**Assignment:** Count how many lines below include the string "origin". Only that number should appear in the reply.

Stored data entries:
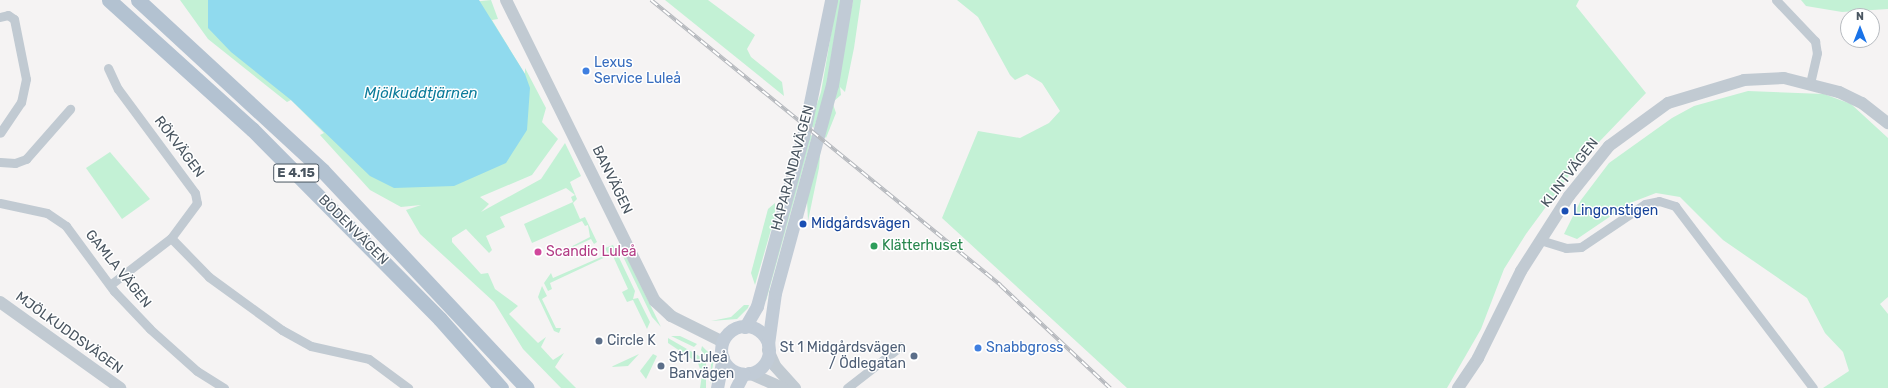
<!DOCTYPE html>
<html>
<head>
<meta charset="utf-8">
<style>
	body { margin:0 }
	#map { position:relative; width:1888px; height:388px; overflow:hidden; background:#f5f3f3; font-family:Rubik,sans-serif }
	div>[style] { position:absolute }
	.green>* { inset:0; background:#c3f1d5 }
	.water>* { inset:0; background:#90daee }
	.minor>* { height:9px; margin:-4.5px; padding:0 4.5px; transform-origin:4.5px; border-radius:4.5px; background:#c1cad2 }
	.tertiary>* { height:12px; margin:-6px; padding:0 6px; transform-origin:6px; border-radius:6px; background:#c1cad2 }
	.secondary>* { height:13px; margin:-6.5px; padding:0 6.5px; transform-origin:6.5px; border-radius:6.5px; background:#c1cbd6 }
	.secondary>.ring { margin:-6.5px; padding:0; box-sizing:content-box; background:none; border:13px solid #c1cbd6; border-radius:50% }
	.primary>* { height:15px; margin:-7.5px; padding:0 7.5px; transform-origin:7.5px; border-radius:7.5px; background:#b3c2d1 }
	.rail>* { height:4px; margin-top:-2px; transform-origin:0; background:repeating-linear-gradient(90deg,#fff 0 8px,#b5b8bd 0 16px); box-sizing:border-box; border-block:1px solid #b5b8bd }
	.dots>* { width:11px; height:11px; translate:-50% -50%; box-sizing:border-box; border:2px solid #fff; border-radius:50% }
	span { translate:-50% -50%; white-space:nowrap; text-align:center; line-height:1.15; -webkit-text-stroke:3px #fff; paint-order:stroke }
	.shield-label span { padding:1px 3px; background:#fff; border:1px solid; border-radius:3px; -webkit-text-stroke-width:0 }
	.shield-label { font-size:13px; color:#4a5661; font-weight:700 }
	.shop-label { font-size:14px; color:#366cbe }
	.left { translate:0 -50%; text-align:left }
	.street-label { font-size:14px; color:#4a5661 }
	.transit-label { font-size:14px; color:#164399 }
	.leisure-label { font-size:14px; color:#27864d }
	.hotel-label { font-size:14px; color:#b23c85 }
	.service-label { font-size:14px; color:#4e5e75 }
	.right { translate:-100% -50%; text-align:right }
	.water-label { font-size:15px; color:#0c7c9b; font-style:italic }
	.north { position:absolute; left:1840px; top:8px; width:40px; height:40px; box-sizing:border-box; background:#fff; border:1px solid #b7bbc0; border-radius:50%; rotate:0deg; font-size:11px; font-weight:700; line-height:16px; text-align:center; color:#4a5661 }
	.north::after { content:''; display:block; margin:auto; width:14px; height:18px; background:#1a73e8; clip-path:polygon(50% 0,100% 100%,50% 72%,0 100%) }
</style>
</head>
<body>
<div id="map">
	<div class="green">
		<div style="clip-path:polygon(180px 0,208px 0,208px 28px,491px 0,498px 19px,492px 20px,525px 74px,525px 68px,546px 108px,542px 122px,558px 139px,532px 175px,480px 197px,489px 204px,481px 212px,541px 179px,565px 143px,581px 176px,570px 182px,577px 199px,573px 203px,580px 219px,585px 217px,597px 242px,594px 244px,591px 239px,547px 259px,590px 237px,588px 225px,585px 226px,582px 221px,532px 243px,524px 224px,573px 202px,571px 197px,575px 195px,566px 188px,500px 217px,505px 227px,486px 236px,492px 250px,489px 253px,466px 229px,452px 238px,452px 242px,481px 274px,488px 273px,495px 289px,518px 306px,509px 314px,538px 343px,546px 337px,541px 347px,553px 360px,564px 353px,555px 367px,576px 388px,561px 388px,523px 349px,494px 302px,420px 234px,406px 210px,421px 205px,401px 207px,370px 190px,320px 135px,324px 133px,291px 100px,287px 102px,208px 39px)"></div>
		<div style="clip-path:polygon(665px 0,708px 0,755px 35px,747px 49px,751px 57px,782px 82px,784px 96px)"></div>
		<div style="clip-path:polygon(837px 0,841px 0,825px 93px,814px 128px,810px 125px,821px 92px)"></div>
		<div style="clip-path:polygon(853px 0,861px 0,854px 48px,845px 92px,840px 87px,841px 95px,834px 101px)"></div>
		<div style="clip-path:polygon(957px 0,1579px 0,1576px 6px,1646px 93px,1576px 166px,1526px 234px,1504px 269px,1481px 329px,1447px 388px,1127px 388px,942px 218px,978px 131px,1020px 138px,1049px 123px,1060px 111px,1042px 83px,1027px 74px,1015px 80px,1010px 75px,978px 17px)"></div>
		<div style="clip-path:polygon(1801px 0,1888px 0,1888px 9px,1842px 12px,1806px 6px)"></div>
		<div style="clip-path:polygon(1748px 91px,1824px 94px,1851px 104px,1888px 138px,1888px 297px,1880px 304px,1888px 314px,1888px 388px,1823px 388px,1849px 371px,1843px 352px,1825px 333px,1807px 298px,1723px 240px,1680px 197px,1656px 193px,1630px 203px,1577px 239px,1564px 234px,1581px 200px,1609px 163px,1672px 118px,1694px 106px)"></div>
		<div style="clip-path:polygon(833px 104px,836px 113px,826px 138px,823px 135px)"></div>
		<div style="clip-path:polygon(809px 133px,812px 136px,766px 301px,765px 300px)"></div>
		<div style="clip-path:polygon(821px 144px,819px 168px,808px 221px,807px 200px)"></div>
		<div style="clip-path:polygon(110px 152px,150px 199px,122px 219px,86px 168px)"></div>
		<div style="clip-path:polygon(775px 203px,775px 216px,755px 285px,751px 273px,768px 209px)"></div>
		<div style="clip-path:polygon(613px 245px,635px 291px,633px 299px,638px 298px,650px 322px,647px 329px,633px 300px,627px 302px,622px 292px,628px 289px,612px 254px,550px 283px,552px 289px,548px 291px,544px 283px,551px 273px,553px 278px,608px 254px,605px 248px)"></div>
		<div style="clip-path:polygon(618px 246px,624px 251px,661px 327px,652px 317px)"></div>
		<div style="clip-path:polygon(542px 286px,547px 296px,542px 299px,556px 328px,561px 328px,559px 333px,554px 331px,538px 297px)"></div>
		<div style="clip-path:polygon(744px 305px,749px 305px,748px 308px,737px 319px,711px 321px,731px 317px)"></div>
		<div style="clip-path:polygon(671px 336px,680px 336px,697px 344px,694px 347px)"></div>
		<div style="clip-path:polygon(668px 338px,706px 360px,706px 388px,700px 388px,702px 375px,698px 363px,668px 343px)"></div>
		<div style="clip-path:polygon(702px 346px,714px 358px,710px 385px,711px 363px,701px 350px)"></div>
		<div style="clip-path:polygon(639px 354px,628px 366px,612px 367px,613px 366px)"></div>
		<div style="clip-path:polygon(653px 354px,657px 356px,646px 379px,640px 371px)"></div>
	</div>
	<div class="water">
		<div style="clip-path:polygon(208px 0,479px 0,525px 74px,530px 88px,527px 130px,506px 163px,454px 186px,394px 188px,370px 176px,291px 100px,231px 52px,208px 28px)"></div>
	</div>
	<div class="minor">
		<div style="left:1776px;top:0;width:57px;rotate:46.4deg"></div>
		<div style="left:1815px;top:41px;width:12px;rotate:81deg"></div>
		<div style="left:1817px;top:53px;width:32px;rotate:103deg"></div>
		<div style="left:0;top:17px;width:8px;rotate:-14deg"></div>
		<div style="left:8px;top:15px;width:7px;rotate:34deg"></div>
		<div style="left:14px;top:19px;width:61px;rotate:78.7deg"></div>
		<div style="left:26px;top:79px;width:24px;rotate:102deg"></div>
		<div style="left:21px;top:102px;width:37px;rotate:124deg"></div>
		<div style="left:108px;top:68px;width:23px;rotate:65deg"></div>
		<div style="left:118px;top:89px;width:129px;rotate:53.5deg"></div>
		<div style="left:195px;top:193px;width:10px;rotate:79deg"></div>
		<div style="left:197px;top:203px;width:44px;rotate:126.6deg"></div>
		<div style="left:171px;top:238px;width:77px;rotate:142.4deg"></div>
		<div style="left:0;top:162px;width:15px;rotate:4deg"></div>
		<div style="left:15px;top:163px;width:12px;rotate:-20deg"></div>
		<div style="left:26px;top:159px;width:67px;rotate:-48.7deg"></div>
		<div style="left:0;top:203px;width:48px;rotate:12deg"></div>
		<div style="left:47px;top:213px;width:23px;rotate:34deg"></div>
		<div style="left:66px;top:226px;width:81px;rotate:53.6deg"></div>
		<div style="left:114px;top:291px;width:52px;rotate:46.5deg"></div>
		<div style="left:150px;top:329px;width:63px;rotate:41.8deg"></div>
		<div style="left:197px;top:371px;width:32px;rotate:32deg"></div>
		<div style="left:171px;top:238px;width:54px;rotate:45.7deg"></div>
		<div style="left:209px;top:277px;width:90px;rotate:36deg"></div>
		<div style="left:282px;top:330px;width:33px;rotate:29deg"></div>
		<div style="left:311px;top:346px;width:59px;rotate:12.6deg"></div>
		<div style="left:369px;top:359px;width:49px;rotate:36.6deg"></div>
		<div style="left:1540px;top:240px;width:27px;rotate:17deg"></div>
		<div style="left:1566px;top:248px;width:15px;rotate:-4deg"></div>
		<div style="left:1581px;top:247px;width:77px;rotate:-33.9deg"></div>
		<div style="left:1645px;top:204px;width:14px;rotate:-12deg"></div>
		<div style="left:1659px;top:201px;width:17px;rotate:17deg"></div>
		<div style="left:1675px;top:206px;width:228px;rotate:52.8deg"></div>
		<div style="left:847px;top:388px;width:68px;rotate:-37.9deg"></div>
	</div>
	<div class="tertiary">
		<div style="left:506px;top:0;width:336px;rotate:63.7deg"></div>
		<div style="left:655px;top:301px;width:22px;rotate:43deg"></div>
		<div style="left:671px;top:316px;width:58px;rotate:26.6deg"></div>
		<div style="left:0;top:302px;width:148px;rotate:35.6deg"></div>
		<div style="left:768px;top:350px;width:17px;rotate:66deg"></div>
		<div style="left:775px;top:366px;width:30px;rotate:48deg"></div>
		<div style="left:749px;top:373px;width:37px;rotate:24deg"></div>
		<div style="left:1458px;top:388px;width:36px;rotate:-56deg"></div>
		<div style="left:1478px;top:358px;width:97px;rotate:-63.7deg"></div>
		<div style="left:1521px;top:271px;width:89px;rotate:-57.4deg"></div>
		<div style="left:1569px;top:196px;width:64px;rotate:-51.3deg"></div>
		<div style="left:1609px;top:146px;width:73px;rotate:-36.1deg"></div>
		<div style="left:1668px;top:103px;width:79px;rotate:-16.8deg"></div>
		<div style="left:1744px;top:80px;width:40px;rotate:-2.9deg"></div>
		<div style="left:1784px;top:78px;width:57px;rotate:14.3deg"></div>
		<div style="left:1839px;top:92px;width:25px;rotate:26deg"></div>
		<div style="left:1862px;top:103px;width:33px;rotate:38deg"></div>
	</div>
	<div class="secondary">
		<div class="ring" style="left:721px;top:326px;width:35px;height:35px"></div>
		<div style="left:745px;top:327px;width:24px;rotate:-60deg"></div>
		<div style="left:757px;top:306px;width:175px;rotate:-74.8deg"></div>
		<div style="left:803px;top:137px;width:140px;rotate:-78.4deg"></div>
		<div style="left:768px;top:344px;width:51px;rotate:-82.2deg"></div>
		<div style="left:775px;top:293px;width:216px;rotate:-74.7deg"></div>
		<div style="left:832px;top:85px;width:86px;rotate:-80.6deg"></div>
		<div style="left:717px;top:388px;width:31px;rotate:-79deg"></div>
		<div style="left:736px;top:388px;width:16px;rotate:-63deg"></div>
	</div>
	<div class="primary">
		<div style="left:109px;top:0;width:193px;rotate:42.1deg"></div>
		<div style="left:252px;top:129px;width:267px;rotate:45.3deg"></div>
		<div style="left:440px;top:319px;width:92px;rotate:48.5deg"></div>
		<div style="left:138px;top:0;width:251px;rotate:42.7deg"></div>
		<div style="left:322px;top:170px;width:299px;rotate:46.8deg"></div>
	</div>
	<div class="rail">
		<div style="left:651px;top:0;width:451px;rotate:39.2deg"></div>
		<div style="left:1000px;top:285px;width:151px;rotate:43.1deg"></div>
	</div>
	<div class="dots">
		<div style="left:586px;top:71px;background:#3f7fe0"></div>
		<div style="left:1565px;top:211px;background:#1a4fb4"></div>
		<div style="left:803px;top:224px;background:#1a4fb4"></div>
		<div style="left:874px;top:246px;background:#2e9e5b"></div>
		<div style="left:538px;top:252px;background:#d1479c"></div>
		<div style="left:599px;top:341px;background:#5c6f8a"></div>
		<div style="left:978px;top:348px;background:#3f7fe0"></div>
		<div style="left:914px;top:356px;background:#5c6f8a"></div>
		<div style="left:661px;top:366px;background:#5c6f8a"></div>
	</div>
	<div class="shield-label">
		<span style="left:296px;top:173px">E 4.15</span>
	</div>
	<div class="shop-label">
		<span class="left" style="left:594px;top:71px">Lexus<br>Service Luleå</span>
		<span class="left" style="left:986px;top:348px">Snabbgross</span>
	</div>
	<div class="street-label">
		<span style="left:179px;top:147px;rotate:53deg">RÖKVÄGEN</span>
		<span style="left:793px;top:168px;rotate:-75deg">HAPARANDAVÄGEN</span>
		<span style="left:1570px;top:173px;rotate:-52deg">KLINTVÄGEN</span>
		<span style="left:612px;top:180px;rotate:64deg">BANVÄGEN</span>
		<span style="left:353px;top:230px;rotate:45deg">BODENVÄGEN</span>
		<span style="left:118px;top:269px;rotate:51deg">GAMLA VÄGEN</span>
		<span style="left:69px;top:333px;rotate:36deg">MJÖLKUDDSVÄGEN</span>
	</div>
	<div class="transit-label">
		<span class="left" style="left:1573px;top:211px">Lingonstigen</span>
		<span class="left" style="left:811px;top:224px">Midgårdsvägen</span>
	</div>
	<div class="leisure-label">
		<span class="left" style="left:882px;top:246px">Klätterhuset</span>
	</div>
	<div class="hotel-label">
		<span class="left" style="left:546px;top:252px">Scandic Luleå</span>
	</div>
	<div class="service-label">
		<span class="left" style="left:607px;top:341px">Circle K</span>
		<span class="right" style="left:906px;top:356px">St 1 Midgårdsvägen<br>/ Ödlegatan</span>
		<span class="left" style="left:669px;top:366px">St1 Luleå<br>Banvägen</span>
	</div>
	<div class="water-label">
		<span style="left:421px;top:94px">Mjölkuddtjärnen</span>
	</div>
	<div class="north">N</div>
</div>
</body>
</html>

**Problem solution:** 5